> Task statement
Set down the data below from its first line to the line holding "2px #686151) drop-shadow(0", inclusive; omit all pictures.
*** Provided data Section Begins ***
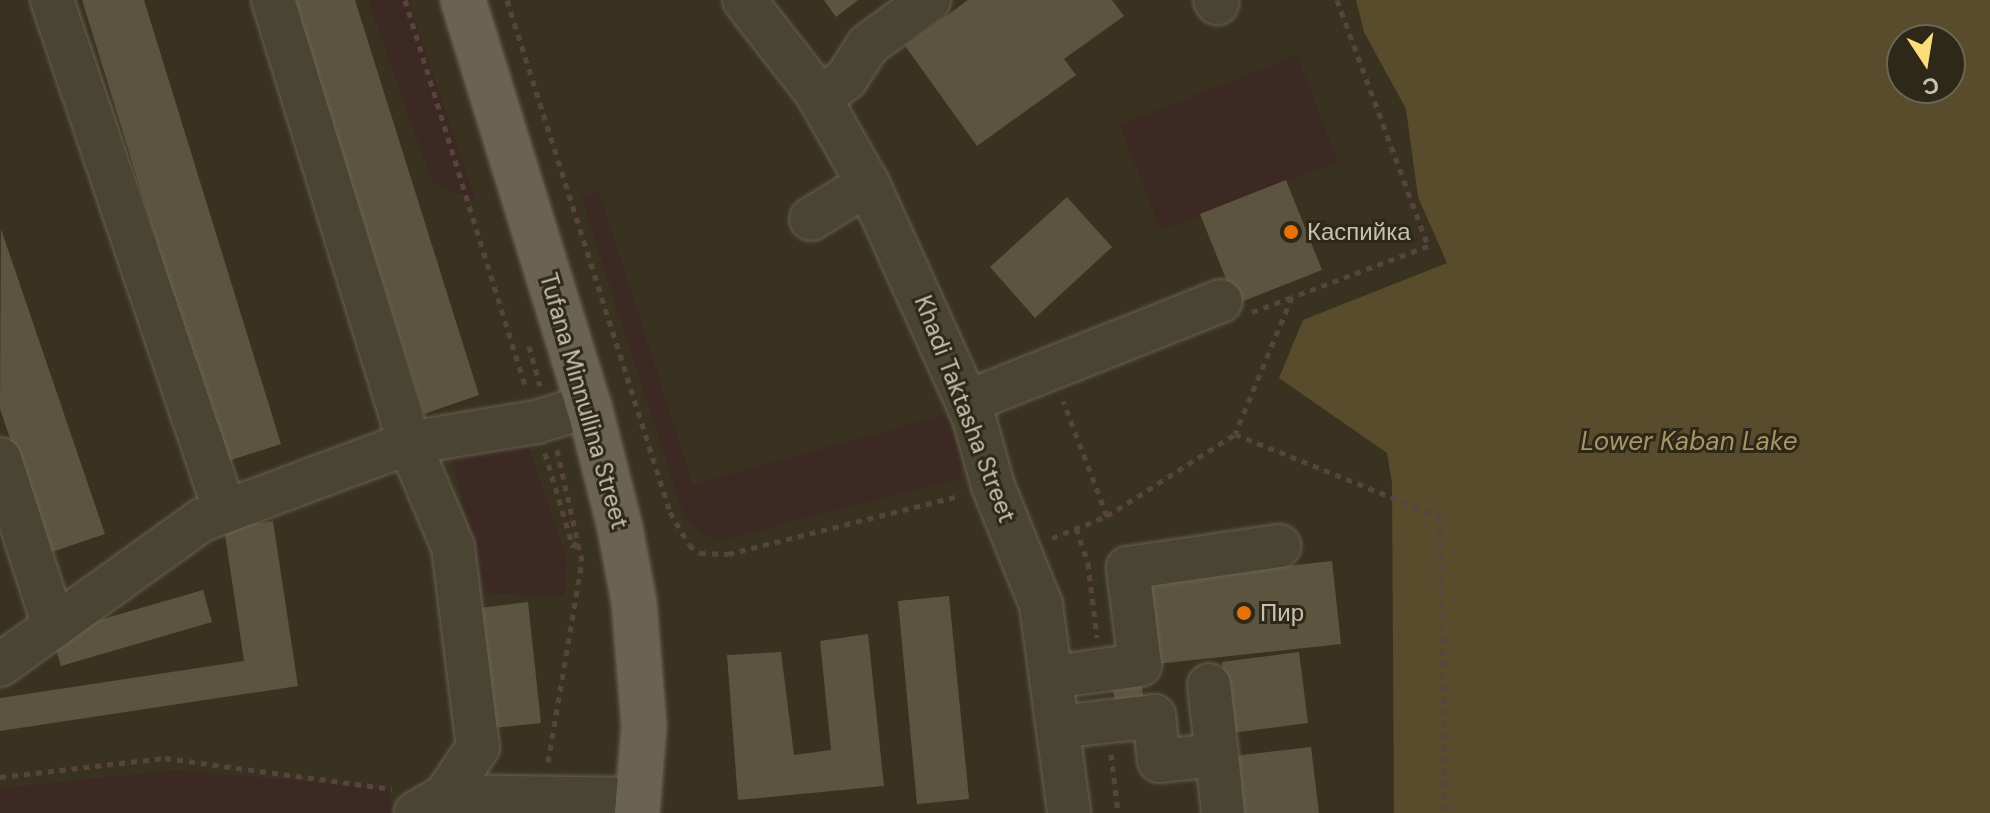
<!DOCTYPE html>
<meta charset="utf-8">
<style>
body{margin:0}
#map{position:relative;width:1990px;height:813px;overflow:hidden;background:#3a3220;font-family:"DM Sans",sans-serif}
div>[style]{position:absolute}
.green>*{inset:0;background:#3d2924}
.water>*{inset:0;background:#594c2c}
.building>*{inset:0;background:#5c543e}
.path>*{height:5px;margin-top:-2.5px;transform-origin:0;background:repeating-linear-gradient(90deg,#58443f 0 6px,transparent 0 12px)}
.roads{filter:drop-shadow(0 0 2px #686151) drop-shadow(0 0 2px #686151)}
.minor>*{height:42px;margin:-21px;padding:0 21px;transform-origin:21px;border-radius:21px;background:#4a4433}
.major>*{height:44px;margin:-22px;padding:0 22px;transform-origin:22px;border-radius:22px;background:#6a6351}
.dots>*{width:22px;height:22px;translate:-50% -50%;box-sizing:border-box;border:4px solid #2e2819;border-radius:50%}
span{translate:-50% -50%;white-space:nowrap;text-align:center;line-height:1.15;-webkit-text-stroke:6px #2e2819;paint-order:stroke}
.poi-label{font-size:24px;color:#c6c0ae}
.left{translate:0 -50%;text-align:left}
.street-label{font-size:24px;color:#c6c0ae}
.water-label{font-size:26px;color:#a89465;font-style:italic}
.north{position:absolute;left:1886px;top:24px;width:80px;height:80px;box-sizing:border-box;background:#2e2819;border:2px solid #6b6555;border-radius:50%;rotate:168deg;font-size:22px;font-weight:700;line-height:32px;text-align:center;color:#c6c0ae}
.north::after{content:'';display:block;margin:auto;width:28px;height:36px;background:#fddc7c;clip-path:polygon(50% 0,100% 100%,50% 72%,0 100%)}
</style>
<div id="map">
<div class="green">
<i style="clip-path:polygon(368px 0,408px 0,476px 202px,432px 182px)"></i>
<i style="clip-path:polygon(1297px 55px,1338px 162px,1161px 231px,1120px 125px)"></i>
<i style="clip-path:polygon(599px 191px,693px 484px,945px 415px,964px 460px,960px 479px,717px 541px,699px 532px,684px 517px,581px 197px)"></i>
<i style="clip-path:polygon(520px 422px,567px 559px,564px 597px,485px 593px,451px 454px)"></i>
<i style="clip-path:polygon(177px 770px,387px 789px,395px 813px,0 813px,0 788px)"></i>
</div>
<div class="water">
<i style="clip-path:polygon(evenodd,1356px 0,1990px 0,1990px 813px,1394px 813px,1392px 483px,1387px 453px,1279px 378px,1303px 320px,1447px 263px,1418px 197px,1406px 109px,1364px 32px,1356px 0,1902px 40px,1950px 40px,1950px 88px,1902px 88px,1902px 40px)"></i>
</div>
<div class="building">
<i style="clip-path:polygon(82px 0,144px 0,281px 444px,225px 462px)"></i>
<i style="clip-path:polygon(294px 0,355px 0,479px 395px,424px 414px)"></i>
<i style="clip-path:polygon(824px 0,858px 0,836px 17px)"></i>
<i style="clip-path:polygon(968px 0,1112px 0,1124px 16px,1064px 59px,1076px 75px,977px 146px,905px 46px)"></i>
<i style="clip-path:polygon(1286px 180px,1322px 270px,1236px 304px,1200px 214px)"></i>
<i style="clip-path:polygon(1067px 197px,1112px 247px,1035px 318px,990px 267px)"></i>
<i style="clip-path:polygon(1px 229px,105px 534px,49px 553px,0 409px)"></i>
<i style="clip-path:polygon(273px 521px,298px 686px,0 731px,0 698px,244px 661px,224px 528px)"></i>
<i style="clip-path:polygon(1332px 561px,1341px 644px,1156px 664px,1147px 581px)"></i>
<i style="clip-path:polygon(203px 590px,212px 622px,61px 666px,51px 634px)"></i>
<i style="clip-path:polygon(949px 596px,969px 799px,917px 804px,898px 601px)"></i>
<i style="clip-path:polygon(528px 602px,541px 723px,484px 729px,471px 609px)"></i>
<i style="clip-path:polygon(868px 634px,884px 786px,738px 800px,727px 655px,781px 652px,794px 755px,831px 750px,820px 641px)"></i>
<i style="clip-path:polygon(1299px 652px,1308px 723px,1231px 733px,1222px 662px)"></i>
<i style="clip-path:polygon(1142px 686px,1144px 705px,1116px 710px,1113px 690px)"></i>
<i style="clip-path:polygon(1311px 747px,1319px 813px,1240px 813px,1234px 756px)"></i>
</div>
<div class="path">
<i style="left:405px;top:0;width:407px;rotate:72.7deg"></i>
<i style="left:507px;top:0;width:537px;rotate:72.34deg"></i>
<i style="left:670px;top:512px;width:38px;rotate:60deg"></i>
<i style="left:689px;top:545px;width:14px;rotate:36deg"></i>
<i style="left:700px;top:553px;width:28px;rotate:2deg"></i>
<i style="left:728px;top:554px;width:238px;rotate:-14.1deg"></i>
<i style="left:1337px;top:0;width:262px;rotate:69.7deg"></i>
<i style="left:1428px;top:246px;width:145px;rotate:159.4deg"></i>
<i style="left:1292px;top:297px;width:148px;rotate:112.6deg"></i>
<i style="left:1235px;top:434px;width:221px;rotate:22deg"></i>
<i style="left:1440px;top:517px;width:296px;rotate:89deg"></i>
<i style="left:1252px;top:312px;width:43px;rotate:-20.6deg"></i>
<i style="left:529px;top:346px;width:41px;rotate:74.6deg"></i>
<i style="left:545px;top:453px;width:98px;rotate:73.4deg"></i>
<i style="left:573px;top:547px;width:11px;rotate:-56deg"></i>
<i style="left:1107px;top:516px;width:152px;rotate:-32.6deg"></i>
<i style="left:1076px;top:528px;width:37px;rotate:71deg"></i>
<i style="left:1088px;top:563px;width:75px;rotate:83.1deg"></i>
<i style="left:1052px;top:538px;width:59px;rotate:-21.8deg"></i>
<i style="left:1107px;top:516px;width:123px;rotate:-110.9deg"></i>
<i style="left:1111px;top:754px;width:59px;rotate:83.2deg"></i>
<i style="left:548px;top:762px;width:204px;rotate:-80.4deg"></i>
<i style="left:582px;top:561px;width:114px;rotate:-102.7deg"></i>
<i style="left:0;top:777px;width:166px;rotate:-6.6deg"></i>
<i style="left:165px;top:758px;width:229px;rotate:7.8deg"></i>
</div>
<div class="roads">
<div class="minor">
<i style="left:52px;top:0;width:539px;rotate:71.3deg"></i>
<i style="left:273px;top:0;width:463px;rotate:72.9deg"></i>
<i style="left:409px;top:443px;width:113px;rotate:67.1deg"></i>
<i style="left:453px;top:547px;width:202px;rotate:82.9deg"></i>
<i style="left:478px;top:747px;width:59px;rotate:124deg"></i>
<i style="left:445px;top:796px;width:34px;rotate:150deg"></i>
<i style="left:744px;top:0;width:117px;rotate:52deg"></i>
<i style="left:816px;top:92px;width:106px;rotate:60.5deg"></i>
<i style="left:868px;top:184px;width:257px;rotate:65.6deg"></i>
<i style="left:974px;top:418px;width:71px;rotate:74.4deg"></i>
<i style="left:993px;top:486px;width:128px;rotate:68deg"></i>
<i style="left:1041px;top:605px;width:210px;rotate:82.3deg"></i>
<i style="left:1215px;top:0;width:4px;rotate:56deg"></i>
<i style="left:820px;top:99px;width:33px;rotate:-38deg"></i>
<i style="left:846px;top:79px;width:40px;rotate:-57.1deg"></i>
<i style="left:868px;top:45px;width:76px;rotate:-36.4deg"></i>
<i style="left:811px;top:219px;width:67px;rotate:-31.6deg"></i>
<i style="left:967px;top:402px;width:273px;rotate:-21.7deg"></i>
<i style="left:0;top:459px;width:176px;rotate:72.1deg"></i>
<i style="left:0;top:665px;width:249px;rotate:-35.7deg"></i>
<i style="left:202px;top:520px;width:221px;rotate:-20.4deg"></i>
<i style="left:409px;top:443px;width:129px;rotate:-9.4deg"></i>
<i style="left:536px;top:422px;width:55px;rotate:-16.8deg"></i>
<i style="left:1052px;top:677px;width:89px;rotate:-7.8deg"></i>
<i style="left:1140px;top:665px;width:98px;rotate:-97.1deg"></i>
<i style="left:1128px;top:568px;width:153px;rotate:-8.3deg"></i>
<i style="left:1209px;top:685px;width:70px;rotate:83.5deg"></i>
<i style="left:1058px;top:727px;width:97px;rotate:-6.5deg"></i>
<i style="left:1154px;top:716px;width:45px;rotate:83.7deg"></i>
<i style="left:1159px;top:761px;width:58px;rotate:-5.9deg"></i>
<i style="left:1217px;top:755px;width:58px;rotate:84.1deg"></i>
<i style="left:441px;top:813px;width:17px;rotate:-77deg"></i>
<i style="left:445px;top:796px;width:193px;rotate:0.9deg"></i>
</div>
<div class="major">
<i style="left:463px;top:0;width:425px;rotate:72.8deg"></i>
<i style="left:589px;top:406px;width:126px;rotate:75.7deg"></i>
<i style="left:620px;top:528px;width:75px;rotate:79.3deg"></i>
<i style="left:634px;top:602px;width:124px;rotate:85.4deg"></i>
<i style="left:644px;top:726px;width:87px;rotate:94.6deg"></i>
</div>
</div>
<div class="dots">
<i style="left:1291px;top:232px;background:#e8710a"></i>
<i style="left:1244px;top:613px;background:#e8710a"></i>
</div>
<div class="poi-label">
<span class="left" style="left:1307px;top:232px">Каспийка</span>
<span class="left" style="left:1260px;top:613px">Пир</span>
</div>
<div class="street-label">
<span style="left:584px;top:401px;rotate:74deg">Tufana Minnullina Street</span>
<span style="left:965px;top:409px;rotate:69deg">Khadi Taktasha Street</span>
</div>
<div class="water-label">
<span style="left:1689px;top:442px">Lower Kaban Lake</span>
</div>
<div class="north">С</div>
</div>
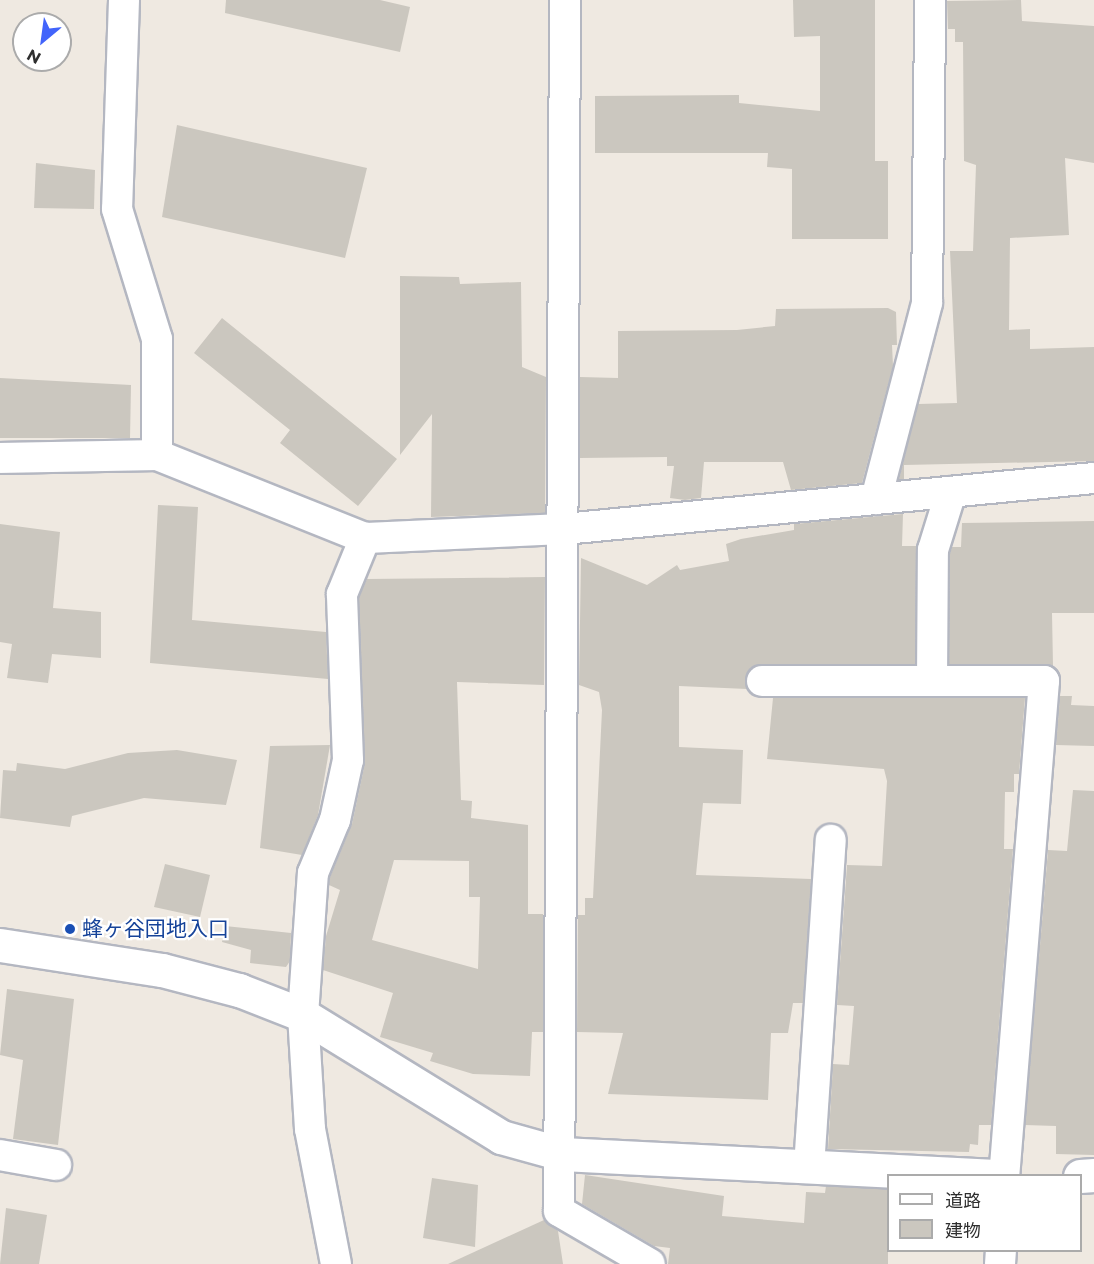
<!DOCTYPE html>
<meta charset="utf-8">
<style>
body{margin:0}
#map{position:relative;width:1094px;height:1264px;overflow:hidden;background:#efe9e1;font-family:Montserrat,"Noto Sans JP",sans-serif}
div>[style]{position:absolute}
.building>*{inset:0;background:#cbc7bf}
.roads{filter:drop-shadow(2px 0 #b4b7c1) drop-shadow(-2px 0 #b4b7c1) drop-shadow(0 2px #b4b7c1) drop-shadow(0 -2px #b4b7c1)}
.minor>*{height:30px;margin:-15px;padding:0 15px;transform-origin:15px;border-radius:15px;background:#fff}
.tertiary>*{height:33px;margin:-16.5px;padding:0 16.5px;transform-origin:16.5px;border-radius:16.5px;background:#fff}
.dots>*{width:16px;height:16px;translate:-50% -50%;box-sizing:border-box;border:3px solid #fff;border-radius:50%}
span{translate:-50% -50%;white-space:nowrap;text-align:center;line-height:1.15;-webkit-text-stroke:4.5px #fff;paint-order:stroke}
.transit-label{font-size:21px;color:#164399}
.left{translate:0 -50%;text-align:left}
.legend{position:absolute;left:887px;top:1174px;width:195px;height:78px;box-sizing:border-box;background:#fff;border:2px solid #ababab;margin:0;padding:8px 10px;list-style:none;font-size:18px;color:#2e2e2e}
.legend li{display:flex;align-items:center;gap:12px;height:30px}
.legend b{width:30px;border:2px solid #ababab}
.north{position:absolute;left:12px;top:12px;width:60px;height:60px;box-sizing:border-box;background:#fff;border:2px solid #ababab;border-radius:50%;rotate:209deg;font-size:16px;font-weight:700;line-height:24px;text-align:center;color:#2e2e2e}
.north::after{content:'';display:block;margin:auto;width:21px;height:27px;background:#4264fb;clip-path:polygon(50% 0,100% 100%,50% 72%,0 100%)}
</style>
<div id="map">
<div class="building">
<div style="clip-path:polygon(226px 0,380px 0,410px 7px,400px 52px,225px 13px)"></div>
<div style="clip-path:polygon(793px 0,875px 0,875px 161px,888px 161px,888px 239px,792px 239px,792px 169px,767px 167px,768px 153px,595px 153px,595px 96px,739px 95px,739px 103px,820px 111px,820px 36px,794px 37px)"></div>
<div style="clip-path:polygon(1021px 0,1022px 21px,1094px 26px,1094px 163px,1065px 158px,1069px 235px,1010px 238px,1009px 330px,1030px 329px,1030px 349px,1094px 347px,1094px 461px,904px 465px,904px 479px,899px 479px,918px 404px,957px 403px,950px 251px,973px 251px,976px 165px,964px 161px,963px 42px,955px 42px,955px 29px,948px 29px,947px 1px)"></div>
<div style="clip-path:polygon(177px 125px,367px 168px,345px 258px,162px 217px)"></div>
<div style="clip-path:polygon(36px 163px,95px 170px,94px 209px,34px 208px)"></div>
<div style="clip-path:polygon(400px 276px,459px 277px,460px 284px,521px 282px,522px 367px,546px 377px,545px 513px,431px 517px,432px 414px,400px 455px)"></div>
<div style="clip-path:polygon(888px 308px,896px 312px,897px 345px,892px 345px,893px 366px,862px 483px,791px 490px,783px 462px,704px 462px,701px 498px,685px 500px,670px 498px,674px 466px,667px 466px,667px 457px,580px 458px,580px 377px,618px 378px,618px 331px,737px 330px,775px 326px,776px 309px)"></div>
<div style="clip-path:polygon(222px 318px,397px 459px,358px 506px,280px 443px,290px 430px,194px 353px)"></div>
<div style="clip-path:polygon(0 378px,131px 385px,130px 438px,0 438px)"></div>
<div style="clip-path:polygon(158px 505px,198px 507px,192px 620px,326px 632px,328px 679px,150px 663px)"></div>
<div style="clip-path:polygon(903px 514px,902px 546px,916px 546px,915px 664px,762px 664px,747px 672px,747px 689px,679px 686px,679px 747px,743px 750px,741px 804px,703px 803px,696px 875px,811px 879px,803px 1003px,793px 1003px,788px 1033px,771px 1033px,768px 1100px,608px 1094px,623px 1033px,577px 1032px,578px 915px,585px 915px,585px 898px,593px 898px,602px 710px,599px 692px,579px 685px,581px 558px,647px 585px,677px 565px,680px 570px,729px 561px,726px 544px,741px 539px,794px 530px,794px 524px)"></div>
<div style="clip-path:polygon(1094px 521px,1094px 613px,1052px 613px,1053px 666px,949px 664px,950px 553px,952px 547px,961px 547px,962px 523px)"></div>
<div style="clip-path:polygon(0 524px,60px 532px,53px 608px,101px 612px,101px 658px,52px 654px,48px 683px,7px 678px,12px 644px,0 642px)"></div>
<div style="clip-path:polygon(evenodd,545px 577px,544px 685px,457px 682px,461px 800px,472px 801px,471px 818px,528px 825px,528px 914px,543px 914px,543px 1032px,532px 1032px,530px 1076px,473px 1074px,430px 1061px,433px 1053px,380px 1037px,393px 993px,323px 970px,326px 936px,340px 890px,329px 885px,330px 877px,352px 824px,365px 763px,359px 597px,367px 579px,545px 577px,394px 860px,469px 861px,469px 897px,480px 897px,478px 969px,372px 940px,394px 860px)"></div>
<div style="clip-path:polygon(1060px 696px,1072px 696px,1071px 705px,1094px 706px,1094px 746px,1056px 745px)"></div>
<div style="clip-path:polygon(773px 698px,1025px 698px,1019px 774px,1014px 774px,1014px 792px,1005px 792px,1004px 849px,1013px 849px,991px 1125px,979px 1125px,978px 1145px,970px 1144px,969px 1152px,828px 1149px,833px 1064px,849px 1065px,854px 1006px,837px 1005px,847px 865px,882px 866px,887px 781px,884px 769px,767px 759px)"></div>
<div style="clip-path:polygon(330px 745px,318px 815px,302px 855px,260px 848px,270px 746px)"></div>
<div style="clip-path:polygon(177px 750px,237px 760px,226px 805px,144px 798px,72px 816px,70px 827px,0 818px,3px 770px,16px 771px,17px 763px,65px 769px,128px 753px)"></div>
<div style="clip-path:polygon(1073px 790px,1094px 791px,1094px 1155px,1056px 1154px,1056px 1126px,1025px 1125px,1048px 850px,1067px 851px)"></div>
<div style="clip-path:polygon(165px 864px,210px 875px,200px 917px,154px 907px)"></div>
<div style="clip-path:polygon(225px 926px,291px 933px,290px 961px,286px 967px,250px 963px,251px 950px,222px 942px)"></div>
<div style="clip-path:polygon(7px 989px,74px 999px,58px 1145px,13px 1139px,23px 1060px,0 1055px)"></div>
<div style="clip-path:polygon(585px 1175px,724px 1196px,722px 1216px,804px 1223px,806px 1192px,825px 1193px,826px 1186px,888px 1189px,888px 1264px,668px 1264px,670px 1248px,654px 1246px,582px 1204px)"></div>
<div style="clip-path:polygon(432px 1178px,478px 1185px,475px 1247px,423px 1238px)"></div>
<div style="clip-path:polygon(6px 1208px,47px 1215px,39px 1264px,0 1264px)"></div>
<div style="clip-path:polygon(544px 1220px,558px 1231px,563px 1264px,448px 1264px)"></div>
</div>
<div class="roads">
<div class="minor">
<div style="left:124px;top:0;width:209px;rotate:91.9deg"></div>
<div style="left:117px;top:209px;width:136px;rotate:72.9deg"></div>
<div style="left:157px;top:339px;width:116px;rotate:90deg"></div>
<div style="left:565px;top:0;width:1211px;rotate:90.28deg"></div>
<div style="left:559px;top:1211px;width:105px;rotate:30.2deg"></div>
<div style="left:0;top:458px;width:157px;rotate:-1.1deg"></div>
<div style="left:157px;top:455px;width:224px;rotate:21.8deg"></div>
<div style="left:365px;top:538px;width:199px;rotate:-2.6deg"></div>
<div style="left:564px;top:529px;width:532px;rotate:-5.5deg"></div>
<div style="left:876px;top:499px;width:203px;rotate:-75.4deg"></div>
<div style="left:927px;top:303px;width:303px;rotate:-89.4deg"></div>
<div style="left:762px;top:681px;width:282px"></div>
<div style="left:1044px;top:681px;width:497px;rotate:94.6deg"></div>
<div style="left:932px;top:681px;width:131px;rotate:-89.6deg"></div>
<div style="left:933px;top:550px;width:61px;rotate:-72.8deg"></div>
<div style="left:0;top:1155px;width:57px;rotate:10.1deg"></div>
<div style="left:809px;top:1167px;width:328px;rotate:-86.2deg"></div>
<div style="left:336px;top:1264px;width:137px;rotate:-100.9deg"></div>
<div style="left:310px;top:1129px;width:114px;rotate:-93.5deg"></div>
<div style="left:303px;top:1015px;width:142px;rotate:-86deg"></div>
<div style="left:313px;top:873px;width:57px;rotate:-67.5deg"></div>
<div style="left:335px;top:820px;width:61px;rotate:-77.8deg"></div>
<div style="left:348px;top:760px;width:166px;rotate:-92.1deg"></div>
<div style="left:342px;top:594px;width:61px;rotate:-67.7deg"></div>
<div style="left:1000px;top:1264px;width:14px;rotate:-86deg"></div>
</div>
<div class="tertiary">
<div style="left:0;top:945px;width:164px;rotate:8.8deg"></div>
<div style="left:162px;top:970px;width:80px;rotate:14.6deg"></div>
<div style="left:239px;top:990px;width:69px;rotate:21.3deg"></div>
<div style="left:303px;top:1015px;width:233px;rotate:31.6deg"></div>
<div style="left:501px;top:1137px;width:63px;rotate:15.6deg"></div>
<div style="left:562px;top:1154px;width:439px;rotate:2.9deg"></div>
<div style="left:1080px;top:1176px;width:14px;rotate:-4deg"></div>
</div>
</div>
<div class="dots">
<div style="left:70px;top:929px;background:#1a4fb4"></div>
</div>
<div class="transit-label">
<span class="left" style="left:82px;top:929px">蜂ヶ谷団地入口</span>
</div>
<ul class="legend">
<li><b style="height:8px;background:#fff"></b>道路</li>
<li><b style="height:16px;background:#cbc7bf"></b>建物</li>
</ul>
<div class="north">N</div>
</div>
*** Provided data Section Ends ***
> Solution to the problem
<!DOCTYPE html>
<meta charset="utf-8">
<style>
body{margin:0}
#map{position:relative;width:1990px;height:813px;overflow:hidden;background:#3a3220;font-family:"DM Sans",sans-serif}
div>[style]{position:absolute}
.green>*{inset:0;background:#3d2924}
.water>*{inset:0;background:#594c2c}
.building>*{inset:0;background:#5c543e}
.path>*{height:5px;margin-top:-2.5px;transform-origin:0;background:repeating-linear-gradient(90deg,#58443f 0 6px,transparent 0 12px)}
.roads{filter:drop-shadow(0 0 2px #686151) drop-shadow(0 0 2px #686151)}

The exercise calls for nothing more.